PCM_S16BE), the macOS CD-quality standard. AIFF is uncompressed by design, so this preserves bit-faithful audio — there is nothing to tune for "quality," only bit depth.Very likely, and that is expected. AIFF is uncompressed PCM at roughly 10 MB per minute for 16-bit/44.1 kHz stereo, while the AAC audio inside an F4V might be a tenth of that. Decoding a small lossy track into raw PCM inflates it without adding any detail. If you want a small, portable file instead of an editing master, convert F4V to MP3; if the F4V's audio is already AAC and you simply want it freed from the Flash container, convert F4V to M4A keeps it as AAC without a second lossy pass.
No, and this is the most common misconception. AIFF is a lossless container, but the audio coming out of an F4V is almost always AAC, which already discarded detail when it was first encoded. The AIFF is a perfect, uncompressed copy of that already-lossy stream — it stops any further degradation when you edit, but it cannot rebuild what AAC removed. "Lossless container" is not the same as "lossless audio."
By default the converter writes PCM 16-bit Big Endian (PCM_S16BE), the standard CD-quality, macOS-native AIFF layout. Big-endian byte order is the historical Apple convention, which is the main structural difference between AIFF and WAV — WAV stores the same PCM samples little-endian. Both are uncompressed and carry identical audio data; the byte order only matters to the software reading the file.
AIFF and WAV are functionally identical in quality — both uncompressed PCM, lossless, same file size for the same audio. The practical difference is ecosystem: AIFF is the big-endian, Apple-native default for Logic Pro, GarageBand, and Final Cut Pro, so it round-trips inside the Apple toolchain without a byte-order step. WAV is the little-endian Microsoft default favored by Windows DAWs. If your editing target is a Mac, choose AIFF; if you are handing the file to a Windows host, convert AIFF to WAV afterward.
F4V was built to play inside Adobe Flash Player and Adobe AIR. Adobe ended Flash Player support on December 31, 2020 and began blocking Flash content on January 12, 2021, and browsers removed the plugin — so no mainstream runtime plays F4V natively anymore. Desktop players such as VLC can still open many F4V files because the format is structurally MP4, but extracting the audio to AIFF gives you a file that works in any audio app on hardware that never had Flash.

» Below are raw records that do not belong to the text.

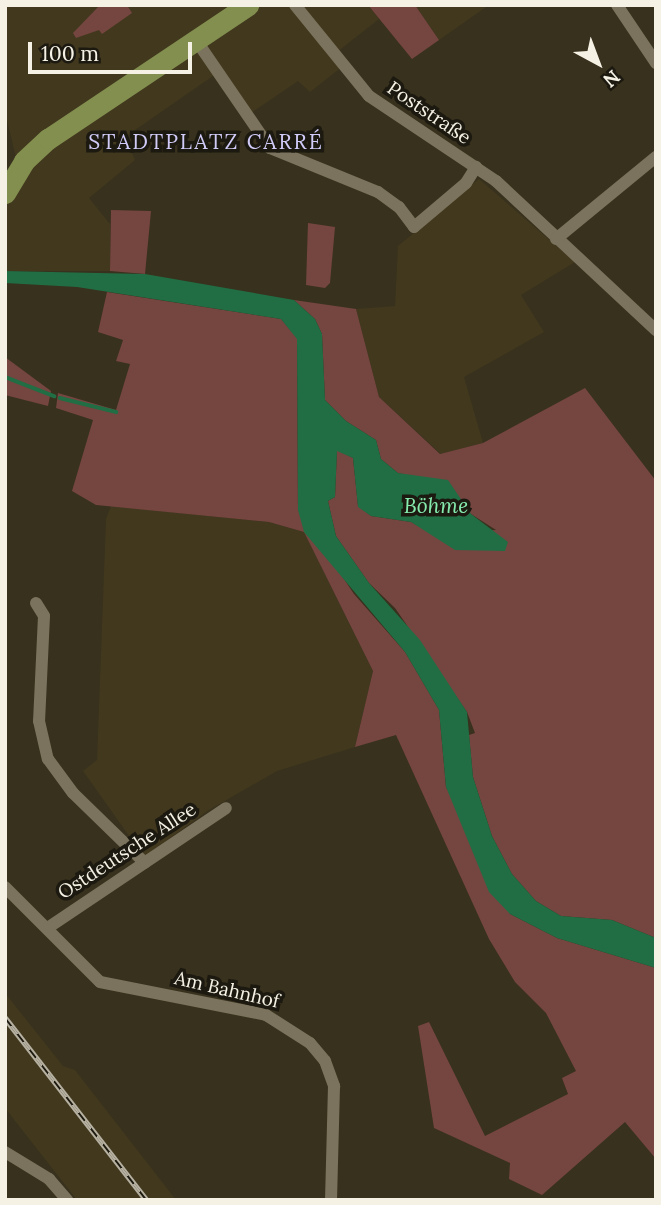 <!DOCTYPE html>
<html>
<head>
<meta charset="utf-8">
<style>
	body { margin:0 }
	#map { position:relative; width:661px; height:1205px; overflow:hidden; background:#38311d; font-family:Lora,serif }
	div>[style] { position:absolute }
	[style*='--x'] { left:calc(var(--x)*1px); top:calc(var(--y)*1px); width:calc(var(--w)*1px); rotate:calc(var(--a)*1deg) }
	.built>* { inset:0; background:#42381e }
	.green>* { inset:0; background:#754540 }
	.water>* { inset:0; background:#216d44 }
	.stream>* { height:3.5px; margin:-1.75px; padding:0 1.75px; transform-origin:1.75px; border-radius:1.75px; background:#216d44 }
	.street>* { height:12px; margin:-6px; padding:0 6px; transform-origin:6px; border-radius:6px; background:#7b735d }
	.primary>* { height:21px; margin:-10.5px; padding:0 10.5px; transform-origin:10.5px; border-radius:10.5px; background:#828f4f }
	.rail>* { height:6px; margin-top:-3px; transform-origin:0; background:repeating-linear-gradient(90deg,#1c1910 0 10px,#b6b1a2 0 20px); box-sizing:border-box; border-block:2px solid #b6b1a2 }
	span { translate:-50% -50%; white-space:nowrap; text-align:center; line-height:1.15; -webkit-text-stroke:7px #1c1910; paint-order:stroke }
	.street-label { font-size:19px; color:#f5f1e5 }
	.neighbourhood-label { font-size:21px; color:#d0cbf7; letter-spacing:2px }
	.water-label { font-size:21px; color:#86ecae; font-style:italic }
	.frame { position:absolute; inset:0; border:7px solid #f5f1e5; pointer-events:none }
	.north { position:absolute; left:563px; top:28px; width:70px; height:70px; -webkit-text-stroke:5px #1c1910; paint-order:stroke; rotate:139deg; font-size:19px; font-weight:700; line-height:28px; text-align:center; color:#f5f1e5 }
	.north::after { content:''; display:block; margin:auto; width:24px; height:32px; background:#f5f1e5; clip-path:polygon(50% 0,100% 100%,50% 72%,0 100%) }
	.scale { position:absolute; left:28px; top:42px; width:164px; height:32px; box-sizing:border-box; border:4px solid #f5f1e5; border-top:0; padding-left:9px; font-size:21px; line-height:24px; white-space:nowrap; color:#f5f1e5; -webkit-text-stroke:5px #1c1910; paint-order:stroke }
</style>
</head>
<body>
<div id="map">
	<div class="built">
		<div style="clip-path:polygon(5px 5px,368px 5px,379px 19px,337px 52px,347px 63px,310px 92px,298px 81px,251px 113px,223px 69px,125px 137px,135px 160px,89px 198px,110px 224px,110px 271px,5px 271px,5px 207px,19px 170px,5px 112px)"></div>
		<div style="clip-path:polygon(415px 5px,489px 5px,439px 40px)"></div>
		<div style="clip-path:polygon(479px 179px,575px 262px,521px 295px,544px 332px,464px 377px,483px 443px,441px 454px,379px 397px,356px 309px,395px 306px,398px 246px)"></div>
		<div style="clip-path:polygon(111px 506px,269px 522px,304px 532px,373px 671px,355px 747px,277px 771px,209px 810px,144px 857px,83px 771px,97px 760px,106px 519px)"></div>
		<div style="clip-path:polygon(5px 993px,63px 1066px,75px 1070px,176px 1200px,77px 1200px,5px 1108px)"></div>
	</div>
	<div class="green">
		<div style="clip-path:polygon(100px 5px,127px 5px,132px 13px,102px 34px,99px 30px,76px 38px,73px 33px)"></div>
		<div style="clip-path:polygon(368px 5px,415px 5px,439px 40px,412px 59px)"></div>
		<div style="clip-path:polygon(111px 210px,151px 211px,145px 274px,110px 271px)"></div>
		<div style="clip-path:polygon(308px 223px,335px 227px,330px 283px,325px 288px,306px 285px)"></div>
		<div style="clip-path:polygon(107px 292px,281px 319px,297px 338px,298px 510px,354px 594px,405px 652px,439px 710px,446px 787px,510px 914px,557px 938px,656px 968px,656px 1159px,625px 1122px,542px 1195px,509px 1179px,510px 1163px,434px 1128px,418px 1026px,429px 1022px,485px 1136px,568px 1094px,562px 1078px,576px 1071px,546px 1013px,515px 982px,489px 939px,396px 735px,355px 747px,373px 671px,304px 532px,269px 522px,96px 505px,72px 491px,93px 420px,56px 408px,58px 393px,116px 410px,130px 364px,116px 361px,123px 340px,98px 332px)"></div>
		<div style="clip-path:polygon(294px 300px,356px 309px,379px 397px,440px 454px,483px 443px,585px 388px,656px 481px,656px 938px,612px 920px,561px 916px,536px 901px,512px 874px,492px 836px,473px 777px,469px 735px,475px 733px,467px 712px,395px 608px,369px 583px,336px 536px,328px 501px,335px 497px,337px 450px,353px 458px,358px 506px,371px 516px,411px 522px,431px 533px,496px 530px,471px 514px,437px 481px,398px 473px,381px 459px,376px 440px,346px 421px,325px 400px,322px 334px,315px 319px)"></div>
		<div style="clip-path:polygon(5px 357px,51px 391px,48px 406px,5px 395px)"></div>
	</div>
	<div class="water">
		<div style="clip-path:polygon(5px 271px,145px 274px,294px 300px,315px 319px,322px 334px,325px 400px,346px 421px,376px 440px,381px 459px,398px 473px,448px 480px,471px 514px,508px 542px,505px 551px,455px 550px,411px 522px,371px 516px,358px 507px,353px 458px,337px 451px,335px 497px,328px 501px,336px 536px,369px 583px,420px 640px,467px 712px,473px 777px,492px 836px,512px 874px,536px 901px,561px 916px,612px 920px,656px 938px,656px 968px,557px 938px,510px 914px,489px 892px,446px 787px,439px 710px,405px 652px,304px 532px,298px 510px,297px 339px,281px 319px,77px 287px,5px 283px)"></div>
	</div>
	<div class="stream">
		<div style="--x:5;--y:377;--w:53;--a:21.2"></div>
		<div style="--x:60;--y:398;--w:58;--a:14"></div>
	</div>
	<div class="street">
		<div style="--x:295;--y:5;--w:117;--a:50.9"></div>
		<div style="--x:369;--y:96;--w:153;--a:33.8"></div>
		<div style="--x:496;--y:181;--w:219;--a:43"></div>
		<div style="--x:617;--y:5;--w:70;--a:56.1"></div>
		<div style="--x:196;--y:40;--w:131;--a:55.6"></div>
		<div style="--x:270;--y:148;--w:117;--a:22.2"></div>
		<div style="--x:378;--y:192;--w:26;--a:36"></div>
		<div style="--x:399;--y:207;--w:25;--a:53"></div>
		<div style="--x:414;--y:227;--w:68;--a:-40.2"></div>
		<div style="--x:466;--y:183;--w:19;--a:-58"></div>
		<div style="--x:556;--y:239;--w:129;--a:-39.4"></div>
		<div style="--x:36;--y:603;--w:15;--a:58"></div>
		<div style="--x:44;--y:616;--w:105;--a:92.7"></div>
		<div style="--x:39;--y:721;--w:39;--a:77"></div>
		<div style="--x:48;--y:759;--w:42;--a:53.7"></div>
		<div style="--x:73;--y:793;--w:100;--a:44.2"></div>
		<div style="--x:5;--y:887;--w:134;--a:45"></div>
		<div style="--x:100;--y:982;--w:169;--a:11.2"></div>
		<div style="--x:266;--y:1015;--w:52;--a:32.5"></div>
		<div style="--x:310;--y:1043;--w:23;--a:50"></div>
		<div style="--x:325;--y:1061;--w:27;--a:70"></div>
		<div style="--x:334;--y:1086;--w:114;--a:91.5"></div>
		<div style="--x:49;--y:927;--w:213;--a:-33.9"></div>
		<div style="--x:5;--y:1152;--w:52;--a:31.5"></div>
		<div style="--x:49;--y:1179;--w:28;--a:49"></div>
	</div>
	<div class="primary">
		<div style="--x:5;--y:193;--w:37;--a:-59"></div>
		<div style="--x:24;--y:161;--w:33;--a:-43"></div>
		<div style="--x:48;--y:139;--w:241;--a:-33.8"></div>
	</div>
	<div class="rail">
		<div style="--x:5;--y:1018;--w:230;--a:52.2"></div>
	</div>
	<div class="street-label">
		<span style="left:429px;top:113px;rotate:34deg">Poststraße</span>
		<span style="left:127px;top:851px;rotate:-33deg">Ostdeutsche Allee</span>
		<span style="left:227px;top:990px;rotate:13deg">Am Bahnhof</span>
	</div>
	<div class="neighbourhood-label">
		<span style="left:206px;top:142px">STADTPLATZ CARRÉ</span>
	</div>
	<div class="water-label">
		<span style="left:436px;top:506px">Böhme</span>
	</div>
	<div class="frame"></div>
	<div class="north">N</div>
	<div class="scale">100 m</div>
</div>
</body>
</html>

Leave Audio Sample Rate on "Original" unless a tool requires something specific. The source AAC inside an F4V is typically 44100 Hz (music) or 48000 Hz (video audio); keeping "Original" avoids an unnecessary resampling pass. Forcing a different rate is mathematically clean but does not improve a file whose quality was already set by the AAC encode — it only matches a downstream requirement.
Your F4V is uploaded over an encrypted connection and processed on our servers — there is no sign-up and no watermark. Uploaded files and their AIFF outputs are deleted automatically a few hours after the conversion, and they are never shared or made public. The main practical limit on a very large F4V is your upload speed, not your device.

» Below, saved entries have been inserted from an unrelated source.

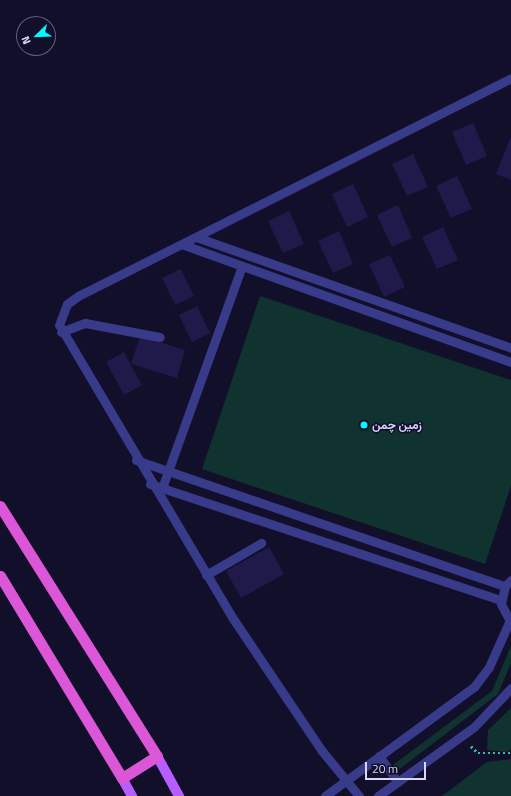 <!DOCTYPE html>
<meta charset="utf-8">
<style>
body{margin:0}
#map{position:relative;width:511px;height:796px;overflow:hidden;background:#110f29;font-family:"Titillium Web",Vazirmatn,sans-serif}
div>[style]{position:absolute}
.green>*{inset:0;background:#11332f}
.building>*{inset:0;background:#201a4a}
.path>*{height:2.5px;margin-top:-1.25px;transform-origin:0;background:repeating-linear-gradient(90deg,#2abfab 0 2px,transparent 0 5px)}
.service>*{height:9px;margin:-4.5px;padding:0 4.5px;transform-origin:4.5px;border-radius:4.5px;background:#383a8a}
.primary>*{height:10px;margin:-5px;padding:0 5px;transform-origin:5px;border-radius:5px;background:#b75dff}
.trunk>*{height:11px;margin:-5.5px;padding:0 5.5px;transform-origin:5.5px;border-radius:5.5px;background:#db57d8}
.dots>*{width:11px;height:11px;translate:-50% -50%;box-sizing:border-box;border:2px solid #110f29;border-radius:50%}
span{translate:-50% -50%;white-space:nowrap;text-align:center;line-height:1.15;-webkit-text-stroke:3px #110f29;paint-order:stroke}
.poi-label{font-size:12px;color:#d8d6ff;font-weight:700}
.left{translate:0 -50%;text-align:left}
.north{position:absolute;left:16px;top:16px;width:40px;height:40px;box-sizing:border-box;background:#110f29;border:1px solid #615f7f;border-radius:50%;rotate:247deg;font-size:11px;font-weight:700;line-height:16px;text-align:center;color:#d8d6ff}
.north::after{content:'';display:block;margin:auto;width:14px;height:18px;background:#02f8ff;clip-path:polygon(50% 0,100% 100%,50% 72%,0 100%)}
.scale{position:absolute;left:365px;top:762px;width:61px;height:18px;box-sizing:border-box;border:2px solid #d8d6ff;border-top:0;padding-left:5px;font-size:12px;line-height:14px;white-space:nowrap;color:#d8d6ff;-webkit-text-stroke:3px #110f29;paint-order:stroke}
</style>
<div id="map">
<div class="green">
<i style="clip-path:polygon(260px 296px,511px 380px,511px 486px,485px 564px,202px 469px)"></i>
<i style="clip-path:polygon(511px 646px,511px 663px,498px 694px,397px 771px,393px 765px,492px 691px)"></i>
<i style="clip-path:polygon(511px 708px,511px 749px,507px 752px,487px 750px,488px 730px)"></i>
<i style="clip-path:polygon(511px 759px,511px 796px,442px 796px,487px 762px)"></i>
</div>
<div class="building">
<i style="clip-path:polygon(473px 123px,487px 156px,466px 165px,452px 132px)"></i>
<i style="clip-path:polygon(511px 136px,511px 180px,496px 174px)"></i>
<i style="clip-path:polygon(413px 154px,428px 187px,407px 196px,392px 164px)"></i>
<i style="clip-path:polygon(457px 176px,472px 209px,451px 218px,436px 186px)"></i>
<i style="clip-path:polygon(353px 184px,368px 217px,347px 227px,332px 194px)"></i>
<i style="clip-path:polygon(398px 205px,412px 238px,392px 247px,377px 215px)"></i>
<i style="clip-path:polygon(289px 211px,304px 244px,283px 253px,268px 221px)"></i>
<i style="clip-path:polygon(443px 227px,458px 260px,437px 269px,422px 237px)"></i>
<i style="clip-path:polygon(339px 231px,353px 264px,333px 273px,318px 241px)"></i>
<i style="clip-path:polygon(390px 255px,405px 287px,384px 297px,369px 264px)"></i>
<i style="clip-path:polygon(181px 269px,194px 296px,175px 305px,162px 278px)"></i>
<i style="clip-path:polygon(197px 306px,210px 333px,192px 342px,179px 315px)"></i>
<i style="clip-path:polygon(140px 336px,185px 350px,177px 378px,131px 364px)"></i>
<i style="clip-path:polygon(124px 352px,142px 385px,124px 395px,106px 362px)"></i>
<i style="clip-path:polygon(269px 547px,284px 574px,241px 598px,226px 571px)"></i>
</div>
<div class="path">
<i style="left:471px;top:746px;width:10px;rotate:45deg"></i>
<i style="left:478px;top:753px;width:33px"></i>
</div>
<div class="service">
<i style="left:199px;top:238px;width:331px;rotate:19.4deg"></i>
<i style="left:184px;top:245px;width:347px;rotate:19.7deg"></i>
<i style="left:61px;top:332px;width:26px;rotate:-21deg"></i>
<i style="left:85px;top:323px;width:76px;rotate:10.6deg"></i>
<i style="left:136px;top:460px;width:390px;rotate:18.9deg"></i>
<i style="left:150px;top:484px;width:370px;rotate:18.3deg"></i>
<i style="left:162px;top:488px;width:236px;rotate:-70.2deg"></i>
<i style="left:206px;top:575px;width:64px;rotate:-30.2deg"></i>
<i style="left:511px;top:580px;width:8px;rotate:135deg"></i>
<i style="left:505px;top:586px;width:18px;rotate:103deg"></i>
<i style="left:501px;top:604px;width:21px;rotate:62deg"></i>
<i style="left:379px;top:756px;width:32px;rotate:54deg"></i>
<i style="left:325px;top:796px;width:185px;rotate:-36.2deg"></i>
<i style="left:474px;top:687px;width:25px;rotate:-53deg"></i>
<i style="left:489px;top:667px;width:49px;rotate:-66deg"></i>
<i style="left:359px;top:796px;width:58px;rotate:-129.4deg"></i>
<i style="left:322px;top:751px;width:161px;rotate:-123.9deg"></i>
<i style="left:232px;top:617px;width:339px;rotate:-120.6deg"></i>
<i style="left:59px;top:325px;width:22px;rotate:-69deg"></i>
<i style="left:67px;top:304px;width:14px;rotate:-36deg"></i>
<i style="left:78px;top:296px;width:485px;rotate:-26.7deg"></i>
<i style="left:378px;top:796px;width:118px;rotate:-35.7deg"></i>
<i style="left:474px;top:727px;width:54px;rotate:-46.5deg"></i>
</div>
<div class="primary">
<i style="left:157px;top:756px;width:46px;rotate:61.2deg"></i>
<i style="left:122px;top:778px;width:21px;rotate:61deg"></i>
</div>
<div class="trunk">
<i style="left:0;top:506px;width:295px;rotate:57.9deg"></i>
<i style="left:157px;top:756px;width:41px;rotate:147.8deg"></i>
<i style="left:122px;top:778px;width:236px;rotate:-121.1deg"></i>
</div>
<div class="dots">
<i style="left:364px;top:425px;background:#02f8ff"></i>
</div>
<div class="poi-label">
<span class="left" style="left:372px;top:425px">زمین چمن</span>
</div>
<div class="north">N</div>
<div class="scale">20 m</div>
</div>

In our testing, a one-minute F4V clip carrying stereo AAC produced an AIFF of roughly 10 MB at the default 16-bit/44.1 kHz — close to ten times the size of the AAC source while sounding identical to it, because the conversion decodes rather than re-compresses. Mono or a lower sample rate scales that down proportionally; if size matters more than an editable master, the Audio Compressor can shrink the result afterward.